Elected officials and selected bureaucrats are given a huge amount of power to act on behalf of the public – modern democracies function on this basis: that citizens hand over their power to elected representatives. But how can citizens then protect themselves against those individuals misusing that power? This is the perennial problem of governance. The simple answer that is given to this question of governance, is “elections” – that elections ensure the displacement of politicians who violate the public trust, and thus create political incentives for better behaviour. This Insight provides an example, which explains why the answer cannot be that simple – the behaviour of officials during elections can both abuse public trust, as well as benefit these officials politically. As such, other governance solutions are needed.
Economic model of the governance problem
The principal-agent model in economics is frequently used to analyse the problem faced by citizens with regard to elected officials and bureaucrats. It is the same model that is used to look at the relationship between owners of firms (the principal) and their managers (the agents). The fact that owners can dismiss the managers is not an adequate check on poor management, because the owners must also be able to distinguish bad managers from good managers, and this is often not easy to do.
Managers are governed by ethics and incentives. When the ethics are weak, the incentives become more important. Therefore, owners tend to set incentives that are tied to outcomes. However, there are two major ways in which bad management can camouflage itself. One is that a good external environment can mask bad performance – a rising tide lifts all boats – and another is that visible short term benefits can come at invisible but high long term costs. Inability to make the distinctions results in an improper evaluation of performance, and much of this was evident in the run-up to the Wall-Street financial crisis of 2008.
Governance problem in economic management
This same principle-agent problem exists between citizens and politicians who oversee the financial management of a country. The principal in this case is the citizens.
A previous Verité Insight titled “Exchange Rate, Politics Trumps Professionalism” argued that a professional approach to the management of the exchange rate seems to have been trumped by political considerations in 2015 as well as periodically by successive governments.

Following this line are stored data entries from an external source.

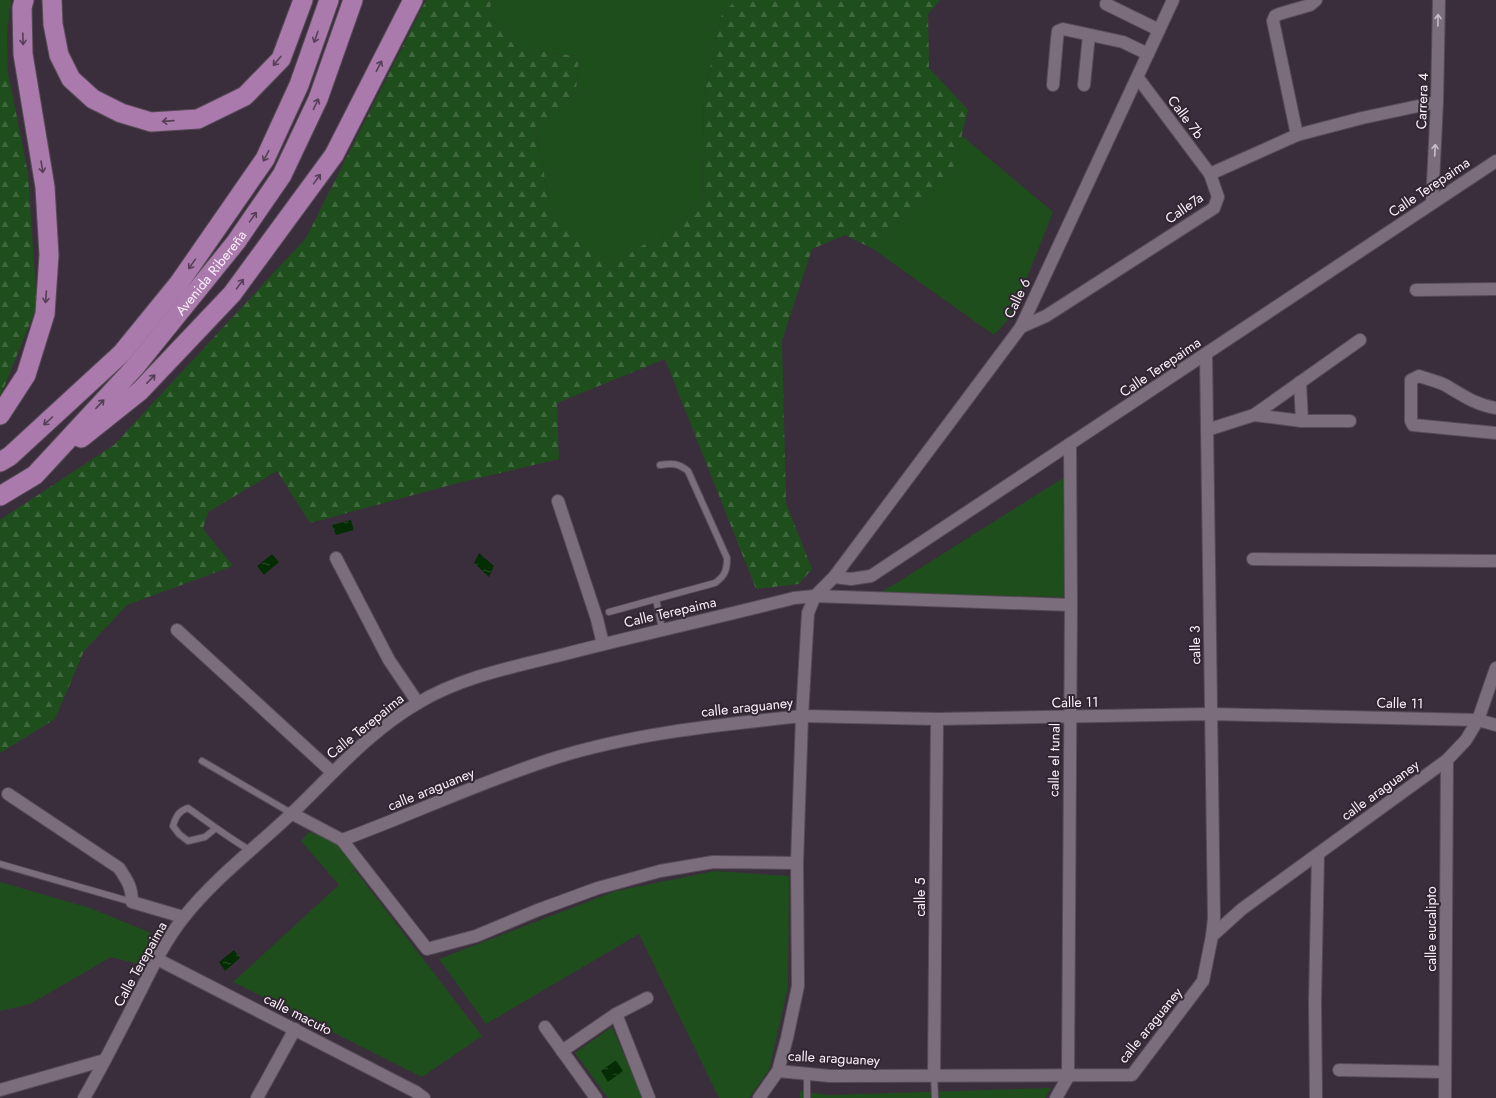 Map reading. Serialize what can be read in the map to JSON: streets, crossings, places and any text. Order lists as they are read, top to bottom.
{
  "streets": {
    "main road": ["Avenida Ribereña"],
    "street": [
      "Carrera 4",
      "Calle 7b",
      "Calle Terepaima",
      "Calle7a",
      "Calle 6",
      "calle 3",
      "Calle 11",
      "calle araguaney",
      "calle el tunal",
      "calle 5",
      "calle eucalipto",
      "calle macuto"
    ]
  },
  "crossings": [
    ["Carrera 4", "Calle Terepaima"],
    ["Carrera 4", "Calle7a"],
    ["Calle 7b", "Calle7a"],
    ["Calle 7b", "Calle 6"],
    ["Calle Terepaima", "Calle 6"],
    ["Calle Terepaima", "calle 3"],
    ["Calle Terepaima", "calle el tunal"],
    ["Calle Terepaima", "calle macuto"],
    ["Calle7a", "Calle 6"],
    ["calle 3", "Calle 11"],
    ["calle 3", "calle araguaney"],
    ["Calle 11", "calle araguaney"],
    ["Calle 11", "calle el tunal"],
    ["Calle 11", "calle 5"],
    ["calle araguaney", "calle el tunal"],
    ["calle araguaney", "calle 5"],
    ["calle araguaney", "calle eucalipto"]
  ],
  "one_way": ["Carrera 4"]
}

This Insight shows that a similar problem exists with regard to fiscal management: elections cycles create incentives for politicians to mislead citizens by exploiting the short-term vs. long-term disjunction: creating short-term benefits at a high long-term cost.
Election cycles have led to worse, not better, fiscal management
Consider the last two cycles of election: 2010 & 2015. The Presidential and Parliamentary elections were held in January and April 2010 and in January and August 2015. Exhibit 1 shows that governments tend to let budget deficits balloon during election years, giving a false sense of success to voters but often compromising long term welfare and stability in the process.
The long term pain becomes evident when, the price of utilities is increased, health and education is under-funded, assistance to the poor is reduced, taxes are increased and the IMF is brought in to keep things afloat.
In 2015, the government faced a short fall in revenue (from what was budgeted) of 74 billion (Exhibit 2); however, instead of cutting expenditure from what was planned, it increased it by LKR 256 billion and allowed the deficit to expand to 7.4% of GDP (Exhibit 1). Some of this behaviour is reflected in the pre-election year as well. The government in 2009 faced a LKR 160 billion revenue shortfall, but again slightly increased expenditure instead of cutting it; and, allowed the budget deficit to balloon to 9.9% of GDP – the presidential election was in January 2010 (Exhibit 2).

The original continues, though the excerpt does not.